Mutation-selection balance and compensatory mechanisms in tumour evolution

Intratumour heterogeneity and phenotypic plasticity, sustained by a range of somatic aberrations, as well as epigenetic and metabolic adaptations, are the principal mechanisms that enable cancers to resist treatment and survive under environmental stress. A comprehensive picture of the interplay between different somatic aberrations, from point mutations to whole-genome duplications, in tumour initiation and progression is lacking. We posit that different genomic aberrations generally exhibit a temporal order, shaped by a balance between the levels of mutations and selective pressures. Repeat instability emerges first, followed by larger aberrations, with compensatory effects leading to robust tumour fitness maintained throughout the tumour progression.
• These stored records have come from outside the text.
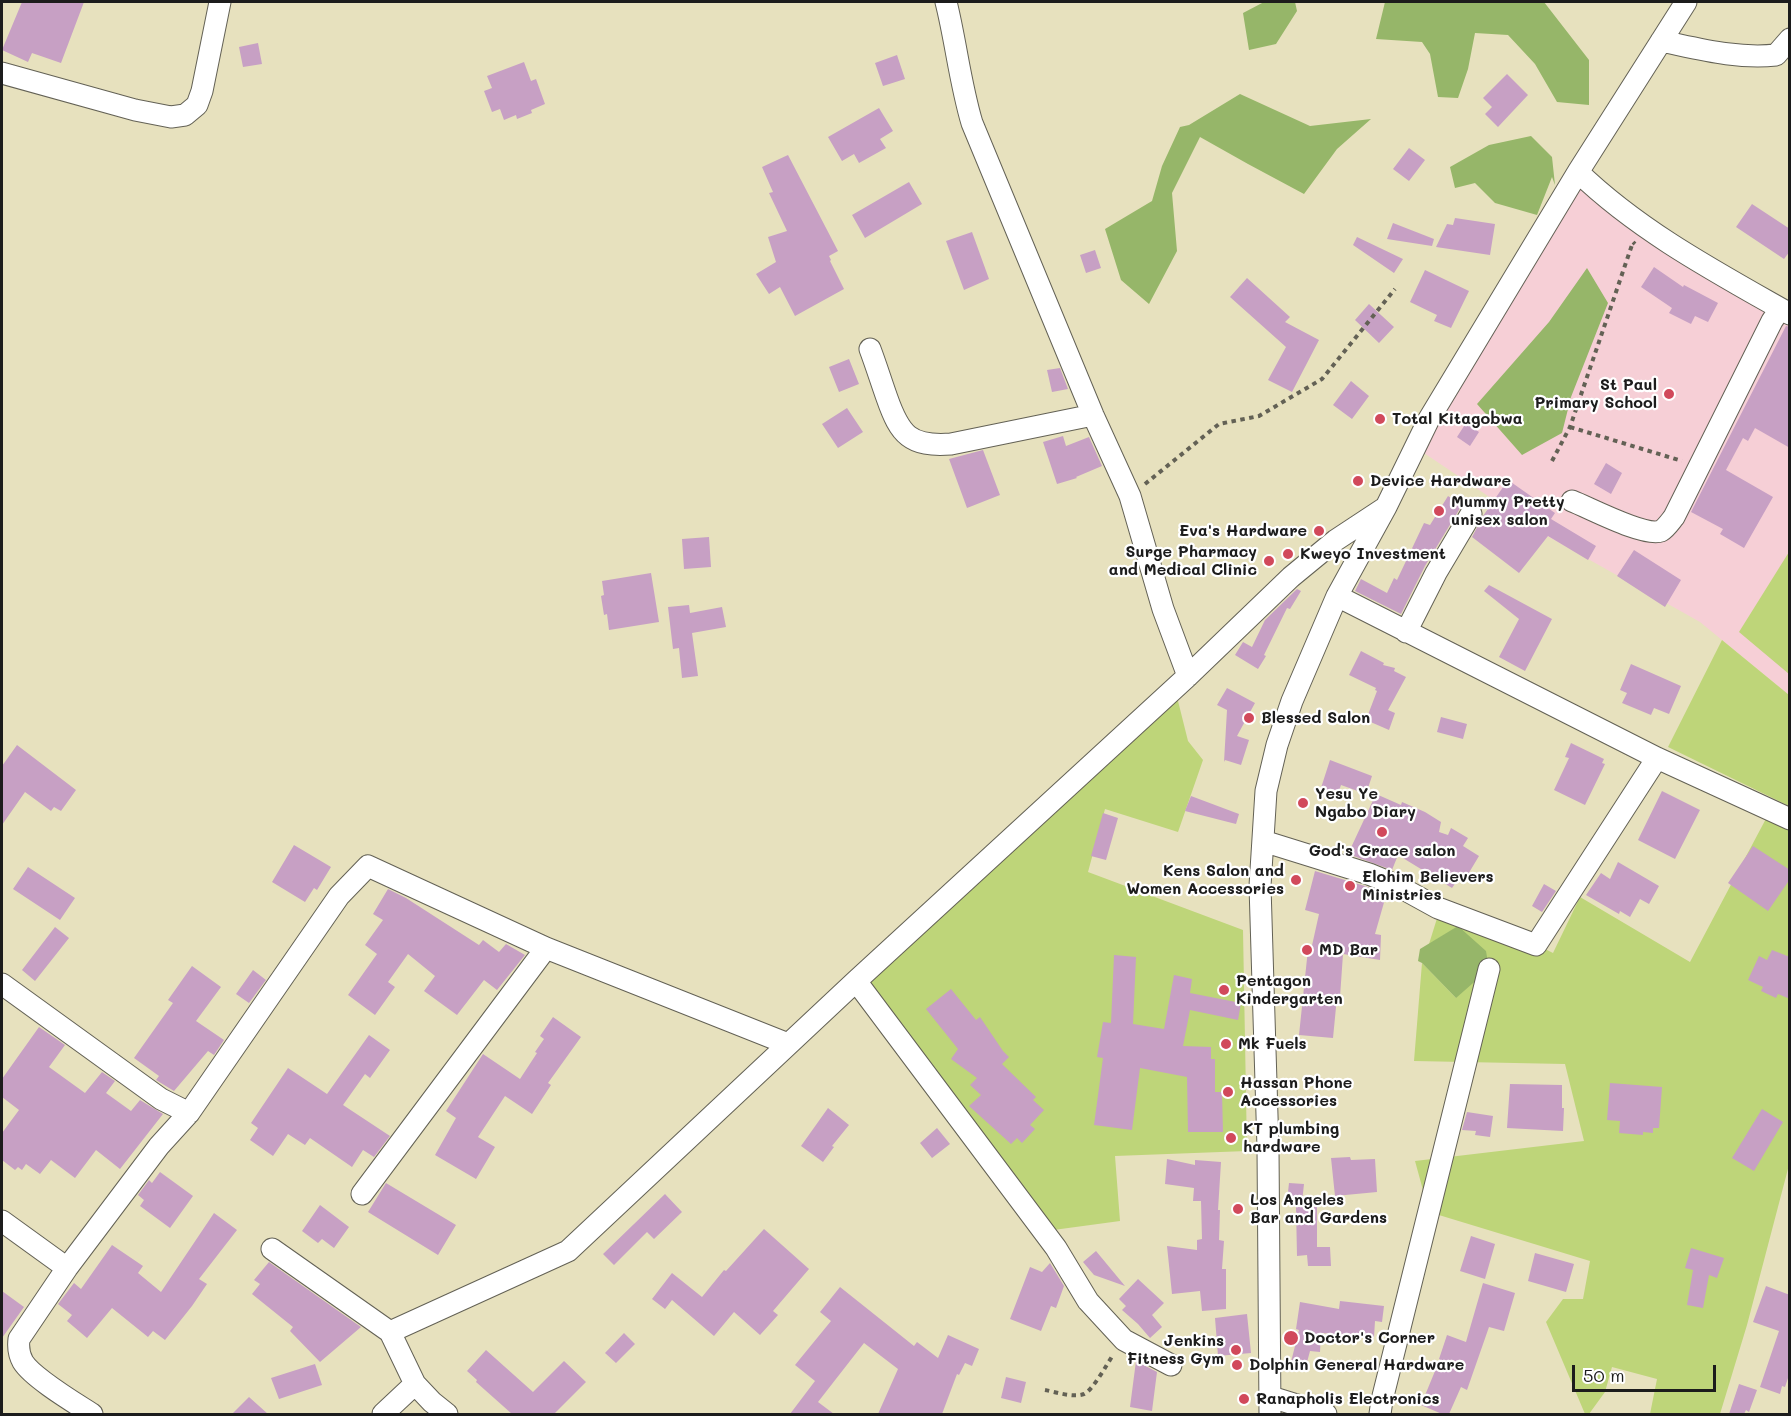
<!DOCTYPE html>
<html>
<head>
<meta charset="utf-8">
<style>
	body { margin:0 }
	#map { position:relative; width:1791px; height:1416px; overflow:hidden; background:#e7e1be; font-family:Mali,sans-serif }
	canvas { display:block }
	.frame { position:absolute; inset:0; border:3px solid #1c1c1c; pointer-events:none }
	.scale { position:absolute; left:1572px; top:1365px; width:144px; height:27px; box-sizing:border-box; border:3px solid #1c1c1c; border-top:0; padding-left:8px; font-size:18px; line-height:21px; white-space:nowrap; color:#1c1c1c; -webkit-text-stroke:4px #fff; paint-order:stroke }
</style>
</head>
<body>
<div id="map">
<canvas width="1791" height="1416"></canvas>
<div class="frame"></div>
<div class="scale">50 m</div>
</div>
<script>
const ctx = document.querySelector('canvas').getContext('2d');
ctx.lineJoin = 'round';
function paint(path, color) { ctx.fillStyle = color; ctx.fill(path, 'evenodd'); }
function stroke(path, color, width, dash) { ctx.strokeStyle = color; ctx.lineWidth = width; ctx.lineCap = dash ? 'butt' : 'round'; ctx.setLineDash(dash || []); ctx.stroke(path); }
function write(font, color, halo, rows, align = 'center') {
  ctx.font = font + ' Mali,sans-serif'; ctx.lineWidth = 4.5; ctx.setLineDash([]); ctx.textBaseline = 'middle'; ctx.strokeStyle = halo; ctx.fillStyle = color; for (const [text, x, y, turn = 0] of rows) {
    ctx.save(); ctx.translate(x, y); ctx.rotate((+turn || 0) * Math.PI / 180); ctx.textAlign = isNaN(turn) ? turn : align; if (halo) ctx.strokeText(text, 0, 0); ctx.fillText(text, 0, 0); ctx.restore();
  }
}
paint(new Path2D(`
	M1582,179L1789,316V695L1700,622L1549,537L1421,451Z`), '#f6cfd6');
paint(new Path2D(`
	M1789,552L1790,674H1789L1739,632Z
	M1722,640L1789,695V806L1668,747Z
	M1173,681L1188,741L1203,760L1178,832L1105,809L1088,872L1243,930L1247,1151L1115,1156L1120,1221L1046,1231L858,974Z
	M1769,813L1789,823V1165L1747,1325L1720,1414H1650L1657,1379L1612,1367L1605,1392L1589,1414H1585L1546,1322L1563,1299H1583L1590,1261L1429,1212L1415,1161L1584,1141L1565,1064L1414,1061L1422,963L1456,998L1458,927L1429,944L1439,912L1505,929L1553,953L1580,897L1690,962Z`), '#bed579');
paint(new Path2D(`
	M1264,2H1295L1297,11L1276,44L1249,50L1243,13Z
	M1385,2H1544L1589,60V105L1557,102L1535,64L1508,35L1475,33L1468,69L1458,98L1438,97L1430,54L1422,42L1376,39Z
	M1240,94L1310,126L1371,119L1337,149L1304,194L1248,164L1200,137L1172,193L1177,251L1149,304L1121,280L1105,229L1152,201L1162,166L1180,127L1189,125Z
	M1531,136L1552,157L1555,185L1552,177L1537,215L1495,203L1475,183L1455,188L1450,167L1489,145Z
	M1587,268L1608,303L1571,397L1562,433L1522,455L1477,404L1549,322Z
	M1458,926L1486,951L1489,969L1456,998L1422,963L1418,961L1420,949Z`), '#96b669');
paint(new Path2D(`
	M22,2H84L61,63L32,53L28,62L2,50Z
	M258,43L262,64L243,67L239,47Z
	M897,55L905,79L883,86L875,63Z
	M524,62L531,81L536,79L545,104L531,110L532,113L517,119L516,115L504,120L500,109L492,112L484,91L492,88L487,76Z
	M1507,74L1528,95L1498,127L1485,114L1492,107L1483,98Z
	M879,108L893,131L880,139L886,148L859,163L854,154L842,161L828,137Z
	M1409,148L1425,160L1409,181L1393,169Z
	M788,155L838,251L829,256L831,260L830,261L844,289L795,316L780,287L769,294L756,274L776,262L768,237L787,231L769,193L773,192L762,167Z
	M909,182L922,204L865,238L852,215Z
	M1752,204L1790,229V251L1784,259L1736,227Z
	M1455,218L1495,224L1490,255L1436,247L1447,224L1453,225Z
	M1393,223L1434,239L1432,246L1387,239Z
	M972,232L989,279L964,290L946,241Z
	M1357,237L1403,259L1394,273L1353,245Z
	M1095,250L1101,268L1086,273L1080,255Z
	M1654,267L1683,287L1684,285L1718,303L1708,322L1695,316L1691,324L1669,313L1672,308L1641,287Z
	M1425,270L1469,291L1451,328L1434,321L1437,315L1410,302Z
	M1247,278L1290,317L1285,322L1319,340L1292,392L1268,380L1286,347L1230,297Z
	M1369,304L1394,327L1379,343L1355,320Z
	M1786,326L1790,327V448L1755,428L1748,441L1743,438L1726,470L1773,497L1744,548L1720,534L1723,529L1691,512Z
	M849,359L859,384L839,392L829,367Z
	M1060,368L1068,389L1052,392L1047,370Z
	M1351,381L1369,396L1352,419L1333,405Z
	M847,408L863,432L838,448L822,424Z
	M1466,423L1479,432L1470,446L1457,437Z
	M1063,436L1066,446L1089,437L1102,466L1076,477L1077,478L1057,484L1043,442Z
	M983,450L1000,495L967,508L949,459Z
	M1606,463L1622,473L1611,494L1594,484Z
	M1508,480L1555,513L1551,519L1596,546L1588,560L1548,536L1519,573L1472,537L1483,516Z
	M1448,496L1462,505L1425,566L1401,614L1355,591L1361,579L1387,593L1394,578L1397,580L1424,523L1430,525Z
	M709,537L711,567L684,569L682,539Z
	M1634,550L1681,580L1665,607L1617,576Z
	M651,573L659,622L609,630L607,614L604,615L601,596L604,595L602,581Z
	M1489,585L1552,619L1525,671L1499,657L1519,619L1484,591Z
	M1297,589L1301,591L1290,609L1287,608L1264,655L1266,656L1258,669L1235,655L1243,642L1252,647L1265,620Z
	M689,605L690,613L722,607L726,627L692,633L698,676L682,678L679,648L673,649L668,607Z
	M1361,651L1384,663L1383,665L1395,668L1394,671L1406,677L1388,710L1395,713L1389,730L1366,720L1377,691L1375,690L1376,688L1349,675Z
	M1631,664L1681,686L1669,714L1654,708L1651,715L1622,703L1627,693L1620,690Z
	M1227,688L1255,703L1237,736L1249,740L1241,765L1225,760L1224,762L1227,710L1217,705Z
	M1441,717L1467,724L1463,739L1437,732Z
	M1571,743L1604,759L1602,763L1605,764L1585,805L1554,790L1569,758L1565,757Z
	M17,745L76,790L61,811L54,807L51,811L25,792L2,825V766Z
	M1330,760L1372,776L1366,794L1341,785L1337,797L1320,791Z
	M1662,791L1700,810L1675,859L1638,840Z
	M1376,794L1401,805L1402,802L1425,812L1441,822L1439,832L1448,835L1451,828L1468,838L1463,846L1479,856L1464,881L1459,878L1452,888L1398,855L1392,870L1348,854Z
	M1191,796L1239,814L1236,824L1185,811Z
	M1103,813L1118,818L1106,860L1091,856Z
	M294,845L331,867L317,890L314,888L305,902L272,882Z
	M1753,846L1790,870V879L1768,911L1728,883Z
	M1618,862L1659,886L1649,904L1640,899L1630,917L1620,911L1619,914L1586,895L1601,873L1610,879Z
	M28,867L75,898L60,920L13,889Z
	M1315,871L1365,886L1382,893L1379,899H1385L1375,934L1381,935L1380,960L1343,954L1340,997H1337L1333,1038L1299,1035L1308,949L1311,950L1319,914L1305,910Z
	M1544,884L1556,891L1542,912L1532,906Z
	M388,889L406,898L479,945L483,940L499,952L506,944L525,955L497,990L484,980L457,1015L424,991L435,976L408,954L388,982L395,987L375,1015L348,995L377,954L365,945L383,920L373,914Z
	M55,927L69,938L35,981L22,970Z
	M1772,950L1790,957V999L1778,994L1776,998L1761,991L1763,987L1748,980L1759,956L1767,960Z
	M1114,955L1136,957L1133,1024L1164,1029L1174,975L1192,979L1190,993L1241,1003L1238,1020L1190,1010L1183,1046L1211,1047V1059H1215V1092H1222L1223,1132H1188L1187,1077L1140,1068L1132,1130L1094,1125L1103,1058L1097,1057L1103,1022L1111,1023Z
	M192,966L221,987L196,1021L224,1040L214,1055L208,1051L174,1091L156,1080L159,1076L134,1058L173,1003L168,1000Z
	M253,970L266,980L249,1003L236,994Z
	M951,989L976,1020L980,1017L1003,1051L1009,1057L1002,1064L1036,1097L1033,1100L1044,1110L1030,1125L1035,1129L1022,1143L1017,1138L1011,1144L969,1106L981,1095L970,1085L977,1078L951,1059L958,1049L926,1009Z
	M553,1017L581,1037L548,1083L551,1085L532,1114L505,1096L478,1137L495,1147L476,1179L435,1155L456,1118L446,1111L483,1054L520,1079L537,1053L535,1052L544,1039L540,1036Z
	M39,1027L65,1045L49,1067L85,1093L102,1072L115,1081L106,1093L131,1111L140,1100L163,1114L120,1169L96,1150L75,1178L51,1160L40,1174L26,1164L22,1170L18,1167L15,1170L2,1160V1133L19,1110L2,1097V1079Z
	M369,1035L390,1050L370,1078L365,1074L343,1105L390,1136L374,1157L363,1150L352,1167L310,1138L305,1145L288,1134L273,1156L250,1140L258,1128L251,1123L288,1068L327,1094Z
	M1610,1083L1662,1087L1659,1128H1653V1133L1643,1132V1135L1619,1133L1620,1121L1607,1120Z
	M1510,1084L1562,1085V1108H1564L1563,1131L1507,1128Z
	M828,1108L849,1125L832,1146L834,1147L823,1162L801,1146Z
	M1762,1109L1783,1122L1754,1171L1732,1158Z
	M1467,1112L1493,1116L1490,1137L1475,1135L1476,1131L1462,1130Z
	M937,1128L950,1144L932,1158L920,1143Z
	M1350,1157L1351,1160L1375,1159L1377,1192L1335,1196L1331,1158Z
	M1167,1159L1195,1165V1160L1221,1162L1218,1210H1220L1219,1240L1224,1241L1222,1269H1226V1309L1202,1311L1200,1291L1172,1294L1167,1246L1197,1250V1240L1202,1239L1201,1201H1193L1194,1188L1165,1184Z
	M160,1172L193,1196L170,1228L140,1206L144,1200L138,1195L149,1180L152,1183Z
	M386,1183L456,1225L438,1255L368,1212Z
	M1289,1183L1304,1184L1302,1202L1287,1201Z
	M665,1194L682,1212L654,1239L647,1232L614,1265L603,1254Z
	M320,1205L349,1227L334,1248L322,1239L318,1243L302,1231Z
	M1296,1207H1317V1247H1330L1331,1266H1308L1307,1255L1297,1256Z
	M214,1213L237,1230L199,1279L207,1284L192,1306L165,1340L153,1331L148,1337L112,1308L87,1338L67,1321L72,1315L58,1304L74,1283L81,1289L112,1245L143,1266L138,1273L161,1292Z
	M764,1229L809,1269L773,1311L778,1315L760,1335L734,1312L714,1336L672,1300L665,1309L652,1299L672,1273L702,1297L724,1270L726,1271Z
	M1471,1236L1495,1244L1485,1279L1460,1271Z
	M1691,1248L1724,1258L1717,1278L1709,1275L1703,1308L1687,1305L1693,1270L1685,1268Z
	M1096,1251L1125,1286L1094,1275L1083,1262Z
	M1535,1253L1574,1264L1566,1292L1528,1281Z
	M269,1262L361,1327L320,1362L290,1331L293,1327L252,1294L260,1284L254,1280Z
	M1050,1263L1064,1286L1056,1308L1051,1306L1041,1331L1010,1319L1030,1267L1042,1272Z
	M1138,1279L1164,1303L1152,1315L1162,1327L1150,1338L1138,1324L1122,1310L1126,1306L1119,1299Z
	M1483,1283L1515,1293L1504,1331L1489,1327L1467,1390L1461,1387L1449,1414H1442L1421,1405L1440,1359H1439L1447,1335L1466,1342Z
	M1766,1286L1790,1295V1372L1785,1387L1782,1386L1780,1394L1760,1387L1779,1331L1753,1322Z
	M840,1287L914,1346L917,1342L938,1358L948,1335L979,1349L972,1366L965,1363L959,1375L957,1374L942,1414H878L898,1369L864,1343L818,1402L834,1414H790L815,1381L795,1365L831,1321L820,1312Z
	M2,1291L24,1307L2,1338Z
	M1340,1301L1384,1306L1382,1322L1375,1321L1374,1337L1321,1333L1320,1352L1310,1351L1306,1366L1291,1362L1299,1330L1296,1329L1300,1302L1339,1309Z
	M1247,1314L1251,1353L1218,1356L1215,1318Z
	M624,1333L635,1344L616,1363L605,1353Z
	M486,1350L533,1392L564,1361L586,1382L554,1414H512L476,1382L477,1380L467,1371Z
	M1136,1361L1157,1372L1152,1411L1130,1407Z
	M315,1364L322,1385L279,1399L271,1378Z
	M1006,1377L1026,1382L1021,1403L1001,1398Z
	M1739,1384L1757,1390L1749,1412L1746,1410L1744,1414H1729Z
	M249,1397L268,1414H232Z`), '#c7a0c4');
const minor = new Path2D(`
	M946,2C956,42 960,83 972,123L1093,415L1130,496L1163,609L1188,676
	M1661,41C1700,49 1736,59 1776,55L1790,39
	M2,73L135,110L171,117L185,115L197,105L202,91L220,2
	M1578,172C1639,231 1716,272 1790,314
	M870,349C876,365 881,381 887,398C900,435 910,447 951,444L1093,415
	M1572,501C1590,508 1644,537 1661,531C1666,528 1670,522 1674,517L1772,321L1780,309
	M1337,596L1657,758L1790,819
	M1406,632L1436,573L1471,514
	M1263,841L1369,874L1398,886L1438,908L1536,945L1657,758
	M856,981L1056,1248L1088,1301L1124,1340L1171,1365
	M2,984L161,1099L189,1113
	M362,1194L546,948
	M2,1221L67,1268
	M272,1249L390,1332
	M415,1384L432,1402L447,1414
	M1271,1397L1326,1414
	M92,1414C75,1403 33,1378 23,1362C19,1355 18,1347 19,1339L67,1268L159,1146L189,1113L339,896L368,866L546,948L788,1044
	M383,1414L415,1384L390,1332L568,1251L856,981L1188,676L1291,577L1336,540L1383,509
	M1270,1414L1268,1148L1260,886L1266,791L1277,745L1292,701L1337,596L1386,507L1429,419L1578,172L1686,2
	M1380,1414L1382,1400L1489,969`);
stroke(minor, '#636155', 23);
stroke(new Path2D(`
	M1570,427L1682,461
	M1552,461L1570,427L1633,242L1635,244
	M1145,484L1219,424L1259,416L1322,379L1395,289
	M1045,1390C1056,1392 1073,1398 1084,1394C1093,1390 1107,1364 1113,1355`), '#636155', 4, [4.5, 4.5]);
stroke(minor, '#fff', 21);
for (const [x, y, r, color] of [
	[1669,394,6,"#d1495b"],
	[1380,419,6,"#d1495b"],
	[1358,481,6,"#d1495b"],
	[1439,511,6,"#d1495b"],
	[1319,531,6,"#d1495b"],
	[1288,554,6,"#d1495b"],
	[1269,561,6,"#d1495b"],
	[1249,718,6,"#d1495b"],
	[1303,803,6,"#d1495b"],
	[1382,832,6,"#d1495b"],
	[1296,880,6,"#d1495b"],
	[1350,886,6,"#d1495b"],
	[1307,950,6,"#d1495b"],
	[1224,990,6,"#d1495b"],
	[1226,1044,6,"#d1495b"],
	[1228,1092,6,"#d1495b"],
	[1231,1138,6,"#d1495b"],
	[1238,1209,6,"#d1495b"],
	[1291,1338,8,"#d1495b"],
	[1236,1350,6,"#d1495b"],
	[1237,1365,6,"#d1495b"],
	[1244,1399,6,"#d1495b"]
]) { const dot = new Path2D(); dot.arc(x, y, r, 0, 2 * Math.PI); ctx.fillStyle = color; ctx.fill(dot); stroke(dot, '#fff', 2); }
write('bold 16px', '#1c1c1c', '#fff', [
	["St Paul",1657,385,"right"],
	["Primary School",1657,403,"right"],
	["Total Kitagobwa",1392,419],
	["Device Hardware",1370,481],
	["Mummy Pretty",1451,502],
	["unisex salon",1451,520],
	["Eva's Hardware",1307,531,"right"],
	["Surge Pharmacy",1257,552,"right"],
	["and Medical Clinic",1257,570,"right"],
	["Kweyo Investment",1300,554],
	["Blessed Salon",1261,718],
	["Yesu Ye",1315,794],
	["Ngabo Diary",1315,812],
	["God's Grace salon",1382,851,"center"],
	["Kens Salon and",1284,871,"right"],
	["Women Accessories",1284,889,"right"],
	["Elohim Believers",1362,877],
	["Ministries",1362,895],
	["MD Bar",1319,950],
	["Pentagon",1236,981],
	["Kindergarten",1236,999],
	["Mk Fuels",1238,1044],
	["Hassan Phone",1240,1083],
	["Accessories",1240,1101],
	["KT plumbing",1243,1129],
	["hardware",1243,1147],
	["Los Angeles",1250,1200],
	["Bar and Gardens",1250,1218],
	["Doctor's Corner",1304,1338],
	["Jenkins",1224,1341,"right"],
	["Fitness Gym",1224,1359,"right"],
	["Dolphin General Hardware",1249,1365],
	["Ranapholis Electronics",1256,1399]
], 'left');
</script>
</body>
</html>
A better understanding of the interplay between genetic aberrations, the microenvironment, and epigenetic and metabolic cellular states is essential for early detection and prevention of cancer as well as development of efficient therapeutic strategies.

Automated summary

Intratumour heterogeneity and phenotypic plasticity enabled by various somatic aberrations, epigenetic and metabolic adaptations, play a crucial role in helping cancers resist treatment and survive under environmental stress. Understanding the interplay between genetic aberrations, the microenvironment, and epigenetic and metabolic cellular states is essential for early detection, prevention, and development of efficient therapeutic strategies for cancer.